* [PROBLEM STATEMENT]
Starting with the first line, output the data exactly through to the end.
___ RECORDED INFORMATION ___
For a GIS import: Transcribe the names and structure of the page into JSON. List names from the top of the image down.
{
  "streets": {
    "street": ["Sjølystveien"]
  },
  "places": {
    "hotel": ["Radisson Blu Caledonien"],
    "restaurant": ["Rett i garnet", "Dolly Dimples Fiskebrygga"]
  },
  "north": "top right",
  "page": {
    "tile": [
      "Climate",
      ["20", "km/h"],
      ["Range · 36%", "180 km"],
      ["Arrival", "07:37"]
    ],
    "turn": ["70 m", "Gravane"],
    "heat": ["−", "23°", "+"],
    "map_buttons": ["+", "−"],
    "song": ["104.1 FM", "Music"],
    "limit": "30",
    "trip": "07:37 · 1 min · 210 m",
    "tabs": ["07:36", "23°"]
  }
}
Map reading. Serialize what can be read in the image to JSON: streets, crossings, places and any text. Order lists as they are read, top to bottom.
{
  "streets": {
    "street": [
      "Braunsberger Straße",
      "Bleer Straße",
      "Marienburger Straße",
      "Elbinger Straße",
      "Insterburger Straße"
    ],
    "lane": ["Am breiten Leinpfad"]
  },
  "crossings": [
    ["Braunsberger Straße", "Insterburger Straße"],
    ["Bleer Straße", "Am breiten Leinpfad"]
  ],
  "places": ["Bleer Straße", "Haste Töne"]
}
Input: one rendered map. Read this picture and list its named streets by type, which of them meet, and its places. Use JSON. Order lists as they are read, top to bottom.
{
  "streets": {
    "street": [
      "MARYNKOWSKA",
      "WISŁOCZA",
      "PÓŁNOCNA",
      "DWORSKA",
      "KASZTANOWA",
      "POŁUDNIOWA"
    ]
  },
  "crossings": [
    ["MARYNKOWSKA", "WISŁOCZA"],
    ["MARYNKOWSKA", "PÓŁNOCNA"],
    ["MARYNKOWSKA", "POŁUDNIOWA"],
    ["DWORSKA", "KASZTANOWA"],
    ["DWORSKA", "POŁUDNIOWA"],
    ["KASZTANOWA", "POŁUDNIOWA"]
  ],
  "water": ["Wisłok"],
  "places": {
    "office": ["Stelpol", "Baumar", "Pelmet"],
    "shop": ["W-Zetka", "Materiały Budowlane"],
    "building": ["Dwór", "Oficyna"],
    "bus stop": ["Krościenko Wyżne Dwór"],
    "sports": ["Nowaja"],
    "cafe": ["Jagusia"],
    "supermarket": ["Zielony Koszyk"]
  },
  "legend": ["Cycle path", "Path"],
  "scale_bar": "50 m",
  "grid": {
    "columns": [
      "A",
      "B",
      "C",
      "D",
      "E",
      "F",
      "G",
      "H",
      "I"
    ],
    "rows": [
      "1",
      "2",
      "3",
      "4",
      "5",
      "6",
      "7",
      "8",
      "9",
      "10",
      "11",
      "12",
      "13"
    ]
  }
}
___
* [RESULT OF THIS EXERCISE]
For a GIS import: Transcribe the names and structure of the page into JSON. List names from the top of the image down.
{
  "streets": {
    "street": ["Sjølystveien"]
  },
  "places": {
    "hotel": ["Radisson Blu Caledonien"],
    "restaurant": ["Rett i garnet", "Dolly Dimples Fiskebrygga"]
  },
  "north": "top right",
  "page": {
    "tile": [
      "Climate",
      ["20", "km/h"],
      ["Range · 36%", "180 km"],
      ["Arrival", "07:37"]
    ],
    "turn": ["70 m", "Gravane"],
    "heat": ["−", "23°", "+"],
    "map_buttons": ["+", "−"],
    "song": ["104.1 FM", "Music"],
    "limit": "30",
    "trip": "07:37 · 1 min · 210 m",
    "tabs": ["07:36", "23°"]
  }
}
Map reading. Serialize what can be read in the image to JSON: streets, crossings, places and any text. Order lists as they are read, top to bottom.
{
  "streets": {
    "street": [
      "Braunsberger Straße",
      "Bleer Straße",
      "Marienburger Straße",
      "Elbinger Straße",
      "Insterburger Straße"
    ],
    "lane": ["Am breiten Leinpfad"]
  },
  "crossings": [
    ["Braunsberger Straße", "Insterburger Straße"],
    ["Bleer Straße", "Am breiten Leinpfad"]
  ],
  "places": ["Bleer Straße", "Haste Töne"]
}
Input: one rendered map. Read this picture and list its named streets by type, which of them meet, and its places. Use JSON. Order lists as they are read, top to bottom.
{
  "streets": {
    "street": [
      "MARYNKOWSKA",
      "WISŁOCZA",
      "PÓŁNOCNA",
      "DWORSKA",
      "KASZTANOWA",
      "POŁUDNIOWA"
    ]
  },
  "crossings": [
    ["MARYNKOWSKA", "WISŁOCZA"],
    ["MARYNKOWSKA", "PÓŁNOCNA"],
    ["MARYNKOWSKA", "POŁUDNIOWA"],
    ["DWORSKA", "KASZTANOWA"],
    ["DWORSKA", "POŁUDNIOWA"],
    ["KASZTANOWA", "POŁUDNIOWA"]
  ],
  "water": ["Wisłok"],
  "places": {
    "office": ["Stelpol", "Baumar", "Pelmet"],
    "shop": ["W-Zetka", "Materiały Budowlane"],
    "building": ["Dwór", "Oficyna"],
    "bus stop": ["Krościenko Wyżne Dwór"],
    "sports": ["Nowaja"],
    "cafe": ["Jagusia"],
    "supermarket": ["Zielony Koszyk"]
  },
  "legend": ["Cycle path", "Path"],
  "scale_bar": "50 m",
  "grid": {
    "columns": [
      "A",
      "B",
      "C",
      "D",
      "E",
      "F",
      "G",
      "H",
      "I"
    ],
    "rows": [
      "1",
      "2",
      "3",
      "4",
      "5",
      "6",
      "7",
      "8",
      "9",
      "10",
      "11",
      "12",
      "13"
    ]
  }
}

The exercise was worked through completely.